8 Automation and Scheduling
Every Monday morning the respiratory surveillance report goes out. Someone opens the project, pulls the latest line list, renders the Quarto document, uploads the HTML, and emails the link to the program team. It takes twenty minutes if nothing goes wrong, longer if the data moved or a package updated over the weekend. It happens fifty-two times a year, and it depends entirely on a person remembering to do it.
The reporting chapter (Chapter 4) showed how to build a report whose numbers update when the data changes, and the dashboards chapter (Chapter 7) showed how to publish one to the web. This chapter is about the next step: making those things happen on a schedule, or in response to an event, without a person in the loop. The recurring weekly report becomes a job that runs at 6am whether or not anyone remembers, and the team finds out only if something breaks.

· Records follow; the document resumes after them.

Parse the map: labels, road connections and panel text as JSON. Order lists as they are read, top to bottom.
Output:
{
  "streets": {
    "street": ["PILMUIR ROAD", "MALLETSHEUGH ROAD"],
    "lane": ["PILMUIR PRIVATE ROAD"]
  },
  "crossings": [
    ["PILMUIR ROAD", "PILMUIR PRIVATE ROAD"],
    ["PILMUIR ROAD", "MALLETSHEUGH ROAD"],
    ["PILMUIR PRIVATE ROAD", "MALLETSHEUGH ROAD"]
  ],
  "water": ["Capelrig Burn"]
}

8.1 What to Automate (and What Not To)
Automation pays off when the same work happens the same way, repeatedly. A weekly surveillance render, a nightly data refresh from a public API (Chapter 13), a validation check that should run every time a file lands: all of these are worth the up-front effort to set up, because the effort is amortized over dozens or hundreds of runs.
It pays off poorly, or not at all, for one-off analyses, for work that requires a human decision partway through, and for exploratory work where the whole point is that you do not yet know what you are going to do. A useful test: would you run this code, in this same way, more than a handful of times? If yes, automate it. If no, the time spent automating is time not spent on the analysis.
One caution before going further. Automation amplifies whatever you point it at. A correct, validated pipeline run a hundred times produces a hundred correct outputs; a subtly broken one produces a hundred broken outputs, faster than anyone can check them. Automation presumes the underlying work is already validated (Chapter 3) and reproducible (Chapter 11). Automating an unreliable pipeline does not save labor, it industrializes the errors.
8.2 Scheduling on Your Own Machine
The simplest form of automation is a saved script that the operating system runs on a schedule. The first requirement is that the script run without anyone clicking anything. Instead of opening the project and rendering interactively, put the render in an R script that can be run headlessly:
# render_report.R
quarto::quarto_render(
input = "respiratory_report.qmd",
execute_params = list(week = Sys.Date())
)This is the same parameterized render from Section 4.6, just invoked from a script instead of by hand. From a terminal, Rscript render_report.R runs it start to finish with no interaction.
Once the work is a single command, the operating system can run it on a schedule. On macOS and Linux that scheduler is cron. A crontab entry is a schedule followed by a command; this one runs the render every Monday at 6am:
0 6 * * 1 Rscript /Users/you/projects/surveillance/render_report.R
The five fields before the command are minute, hour, day-of-month, month, and day-of-week. The cronR package can create and manage these entries from R if you would rather not edit a crontab by hand. On Windows the equivalent is Task Scheduler, which the taskscheduleR package wraps in the same way.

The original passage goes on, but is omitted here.